## What needs to be done
Although pictures appear in the data, the answer should contain only the lines from its start through the line with "1px #c2c3c6) drop-shadow(0", written out exactly.

···

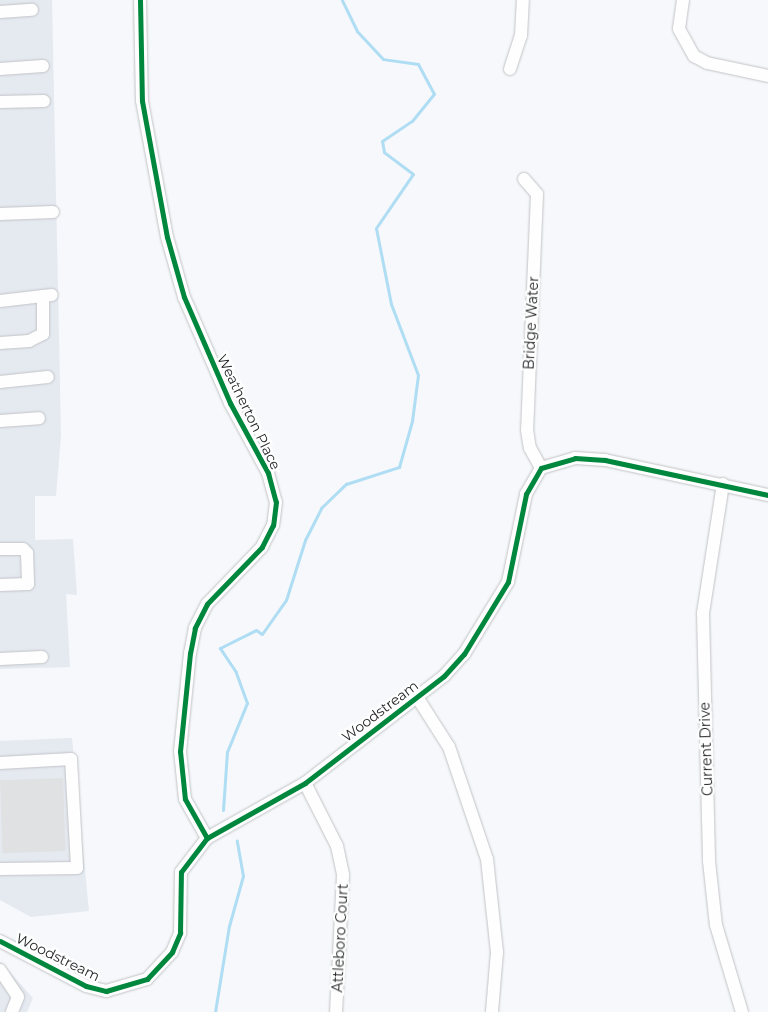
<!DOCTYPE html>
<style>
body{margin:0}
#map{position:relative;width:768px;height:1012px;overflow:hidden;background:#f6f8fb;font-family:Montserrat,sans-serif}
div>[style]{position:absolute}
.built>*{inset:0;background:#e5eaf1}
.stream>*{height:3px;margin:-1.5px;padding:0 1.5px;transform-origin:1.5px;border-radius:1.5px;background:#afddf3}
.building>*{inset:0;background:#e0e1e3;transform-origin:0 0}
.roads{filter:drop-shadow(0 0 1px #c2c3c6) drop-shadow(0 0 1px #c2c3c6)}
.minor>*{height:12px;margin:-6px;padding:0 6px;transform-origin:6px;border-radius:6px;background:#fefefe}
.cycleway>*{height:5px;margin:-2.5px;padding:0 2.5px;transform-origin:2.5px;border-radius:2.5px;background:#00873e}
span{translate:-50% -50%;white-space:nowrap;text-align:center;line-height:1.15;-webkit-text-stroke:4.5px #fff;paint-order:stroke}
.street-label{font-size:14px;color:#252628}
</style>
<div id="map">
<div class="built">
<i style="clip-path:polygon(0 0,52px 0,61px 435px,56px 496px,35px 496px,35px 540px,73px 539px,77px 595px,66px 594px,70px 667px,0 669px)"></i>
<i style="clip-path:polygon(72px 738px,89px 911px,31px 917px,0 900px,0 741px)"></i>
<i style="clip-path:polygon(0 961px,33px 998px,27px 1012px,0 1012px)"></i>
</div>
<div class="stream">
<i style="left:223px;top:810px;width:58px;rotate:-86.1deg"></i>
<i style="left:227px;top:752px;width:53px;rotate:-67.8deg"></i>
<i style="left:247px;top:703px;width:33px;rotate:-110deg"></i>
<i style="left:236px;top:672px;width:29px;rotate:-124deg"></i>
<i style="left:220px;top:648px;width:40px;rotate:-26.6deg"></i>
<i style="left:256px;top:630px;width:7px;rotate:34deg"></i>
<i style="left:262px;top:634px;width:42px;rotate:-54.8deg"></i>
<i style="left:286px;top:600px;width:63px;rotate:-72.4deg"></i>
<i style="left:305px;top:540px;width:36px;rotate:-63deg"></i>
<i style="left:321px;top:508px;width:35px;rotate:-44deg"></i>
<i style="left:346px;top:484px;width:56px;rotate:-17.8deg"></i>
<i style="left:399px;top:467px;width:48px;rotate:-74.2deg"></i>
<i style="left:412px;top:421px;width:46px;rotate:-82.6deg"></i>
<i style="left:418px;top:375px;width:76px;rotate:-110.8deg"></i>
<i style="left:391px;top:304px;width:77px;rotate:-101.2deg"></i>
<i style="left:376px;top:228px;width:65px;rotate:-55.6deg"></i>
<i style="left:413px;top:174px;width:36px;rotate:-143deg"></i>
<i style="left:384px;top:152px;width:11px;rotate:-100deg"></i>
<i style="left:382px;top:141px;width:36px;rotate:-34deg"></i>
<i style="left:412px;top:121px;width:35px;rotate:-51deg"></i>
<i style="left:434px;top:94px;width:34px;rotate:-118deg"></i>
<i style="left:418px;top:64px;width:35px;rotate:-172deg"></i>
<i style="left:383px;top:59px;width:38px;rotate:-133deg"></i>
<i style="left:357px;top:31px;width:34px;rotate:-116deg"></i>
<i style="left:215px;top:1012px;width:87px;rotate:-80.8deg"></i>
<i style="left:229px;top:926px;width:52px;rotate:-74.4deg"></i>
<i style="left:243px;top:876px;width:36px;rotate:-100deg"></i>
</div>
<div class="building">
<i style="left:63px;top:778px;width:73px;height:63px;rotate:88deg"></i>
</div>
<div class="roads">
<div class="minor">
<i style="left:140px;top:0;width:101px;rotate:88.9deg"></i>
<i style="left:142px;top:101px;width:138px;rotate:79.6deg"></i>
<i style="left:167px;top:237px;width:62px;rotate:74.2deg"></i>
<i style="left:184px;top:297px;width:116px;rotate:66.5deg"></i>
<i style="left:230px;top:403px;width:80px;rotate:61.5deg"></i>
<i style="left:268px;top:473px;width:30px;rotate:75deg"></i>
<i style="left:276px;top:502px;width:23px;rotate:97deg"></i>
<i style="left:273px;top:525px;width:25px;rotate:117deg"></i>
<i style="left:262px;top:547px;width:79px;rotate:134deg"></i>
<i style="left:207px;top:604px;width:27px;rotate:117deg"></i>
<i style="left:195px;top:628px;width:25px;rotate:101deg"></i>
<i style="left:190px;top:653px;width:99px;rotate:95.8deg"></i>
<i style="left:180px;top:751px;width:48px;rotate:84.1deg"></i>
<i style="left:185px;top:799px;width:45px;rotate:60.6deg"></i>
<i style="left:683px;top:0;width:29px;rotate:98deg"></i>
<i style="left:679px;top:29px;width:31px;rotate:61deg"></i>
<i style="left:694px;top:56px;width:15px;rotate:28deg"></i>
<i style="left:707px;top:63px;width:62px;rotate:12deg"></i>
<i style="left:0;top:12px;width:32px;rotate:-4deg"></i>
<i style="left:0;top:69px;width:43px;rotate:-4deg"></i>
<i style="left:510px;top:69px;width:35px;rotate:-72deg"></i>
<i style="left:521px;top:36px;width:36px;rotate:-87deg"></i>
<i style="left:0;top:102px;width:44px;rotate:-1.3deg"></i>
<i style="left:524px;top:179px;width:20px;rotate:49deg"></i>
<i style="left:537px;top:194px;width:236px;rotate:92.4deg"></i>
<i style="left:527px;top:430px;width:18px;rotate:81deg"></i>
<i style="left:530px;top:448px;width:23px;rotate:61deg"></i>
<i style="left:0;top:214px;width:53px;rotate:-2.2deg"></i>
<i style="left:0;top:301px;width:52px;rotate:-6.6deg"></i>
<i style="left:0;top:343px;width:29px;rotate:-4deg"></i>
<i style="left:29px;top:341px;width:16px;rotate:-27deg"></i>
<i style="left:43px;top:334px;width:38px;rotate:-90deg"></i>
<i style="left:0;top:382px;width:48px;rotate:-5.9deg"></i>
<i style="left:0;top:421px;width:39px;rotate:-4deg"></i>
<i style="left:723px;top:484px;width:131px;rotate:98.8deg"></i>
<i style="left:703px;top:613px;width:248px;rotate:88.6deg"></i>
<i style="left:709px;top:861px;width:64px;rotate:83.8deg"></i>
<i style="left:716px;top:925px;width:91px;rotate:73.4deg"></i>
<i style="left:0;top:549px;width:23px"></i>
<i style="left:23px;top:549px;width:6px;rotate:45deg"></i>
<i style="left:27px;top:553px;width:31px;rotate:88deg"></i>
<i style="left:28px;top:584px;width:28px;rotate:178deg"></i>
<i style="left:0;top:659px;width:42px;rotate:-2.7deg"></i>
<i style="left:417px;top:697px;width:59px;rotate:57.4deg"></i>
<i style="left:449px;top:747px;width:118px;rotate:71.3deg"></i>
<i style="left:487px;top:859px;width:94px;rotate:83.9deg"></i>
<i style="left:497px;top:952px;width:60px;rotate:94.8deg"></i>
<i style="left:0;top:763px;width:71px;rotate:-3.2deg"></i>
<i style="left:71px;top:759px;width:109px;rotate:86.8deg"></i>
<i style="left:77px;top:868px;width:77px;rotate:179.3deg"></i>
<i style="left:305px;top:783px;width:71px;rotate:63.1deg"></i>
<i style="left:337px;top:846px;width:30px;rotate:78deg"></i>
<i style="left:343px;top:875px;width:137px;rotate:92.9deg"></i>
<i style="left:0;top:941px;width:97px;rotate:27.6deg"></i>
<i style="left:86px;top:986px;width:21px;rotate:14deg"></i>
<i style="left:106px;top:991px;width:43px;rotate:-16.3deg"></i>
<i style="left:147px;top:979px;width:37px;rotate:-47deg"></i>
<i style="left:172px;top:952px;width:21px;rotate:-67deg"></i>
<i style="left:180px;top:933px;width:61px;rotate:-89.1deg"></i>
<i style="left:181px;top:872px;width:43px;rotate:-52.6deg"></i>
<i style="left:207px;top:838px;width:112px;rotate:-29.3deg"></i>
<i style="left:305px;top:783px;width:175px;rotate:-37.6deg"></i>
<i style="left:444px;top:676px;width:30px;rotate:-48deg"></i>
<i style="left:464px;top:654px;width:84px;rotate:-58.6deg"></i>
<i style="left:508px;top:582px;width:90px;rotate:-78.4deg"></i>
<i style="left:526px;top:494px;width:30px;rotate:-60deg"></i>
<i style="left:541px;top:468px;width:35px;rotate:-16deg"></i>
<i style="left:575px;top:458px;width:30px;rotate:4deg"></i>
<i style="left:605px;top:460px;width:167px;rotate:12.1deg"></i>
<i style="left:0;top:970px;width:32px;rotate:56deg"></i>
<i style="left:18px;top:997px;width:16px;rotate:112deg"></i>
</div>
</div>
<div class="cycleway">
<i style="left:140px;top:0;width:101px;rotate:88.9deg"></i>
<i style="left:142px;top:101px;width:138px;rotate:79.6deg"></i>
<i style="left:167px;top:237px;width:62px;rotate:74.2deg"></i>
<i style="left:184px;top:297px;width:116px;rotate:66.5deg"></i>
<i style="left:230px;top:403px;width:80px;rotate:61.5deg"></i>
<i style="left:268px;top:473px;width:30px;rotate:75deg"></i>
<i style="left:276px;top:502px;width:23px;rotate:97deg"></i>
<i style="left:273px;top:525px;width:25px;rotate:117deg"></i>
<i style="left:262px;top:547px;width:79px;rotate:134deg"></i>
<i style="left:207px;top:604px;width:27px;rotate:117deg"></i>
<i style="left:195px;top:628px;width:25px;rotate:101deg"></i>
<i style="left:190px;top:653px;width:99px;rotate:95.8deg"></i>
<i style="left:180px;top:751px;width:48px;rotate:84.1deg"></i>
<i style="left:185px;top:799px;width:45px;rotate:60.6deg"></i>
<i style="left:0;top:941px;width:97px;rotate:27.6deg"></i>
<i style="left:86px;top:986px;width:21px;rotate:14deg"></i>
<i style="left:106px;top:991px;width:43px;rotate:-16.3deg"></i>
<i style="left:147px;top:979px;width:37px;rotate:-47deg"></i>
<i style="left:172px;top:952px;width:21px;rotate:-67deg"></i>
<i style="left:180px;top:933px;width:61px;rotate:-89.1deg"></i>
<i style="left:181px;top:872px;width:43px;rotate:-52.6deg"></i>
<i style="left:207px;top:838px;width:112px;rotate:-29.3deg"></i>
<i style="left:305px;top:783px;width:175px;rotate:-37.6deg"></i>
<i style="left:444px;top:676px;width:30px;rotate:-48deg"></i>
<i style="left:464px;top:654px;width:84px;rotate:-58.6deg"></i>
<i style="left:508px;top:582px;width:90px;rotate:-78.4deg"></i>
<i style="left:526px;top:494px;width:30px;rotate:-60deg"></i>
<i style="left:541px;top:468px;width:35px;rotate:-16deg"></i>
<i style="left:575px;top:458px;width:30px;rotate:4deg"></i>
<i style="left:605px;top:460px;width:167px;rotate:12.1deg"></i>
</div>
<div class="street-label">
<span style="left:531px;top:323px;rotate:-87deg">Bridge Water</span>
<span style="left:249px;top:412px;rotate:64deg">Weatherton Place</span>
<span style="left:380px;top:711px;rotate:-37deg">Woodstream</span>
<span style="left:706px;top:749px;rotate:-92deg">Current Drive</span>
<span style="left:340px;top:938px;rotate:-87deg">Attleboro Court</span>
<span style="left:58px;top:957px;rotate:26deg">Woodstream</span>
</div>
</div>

···

## Final answer
<!DOCTYPE html>
<style>
body{margin:0}
#map{position:relative;width:768px;height:1012px;overflow:hidden;background:#f6f8fb;font-family:Montserrat,sans-serif}
div>[style]{position:absolute}
.built>*{inset:0;background:#e5eaf1}
.stream>*{height:3px;margin:-1.5px;padding:0 1.5px;transform-origin:1.5px;border-radius:1.5px;background:#afddf3}
.building>*{inset:0;background:#e0e1e3;transform-origin:0 0}
.roads{filter:drop-shadow(0 0 1px #c2c3c6) drop-shadow(0 0 1px #c2c3c6)}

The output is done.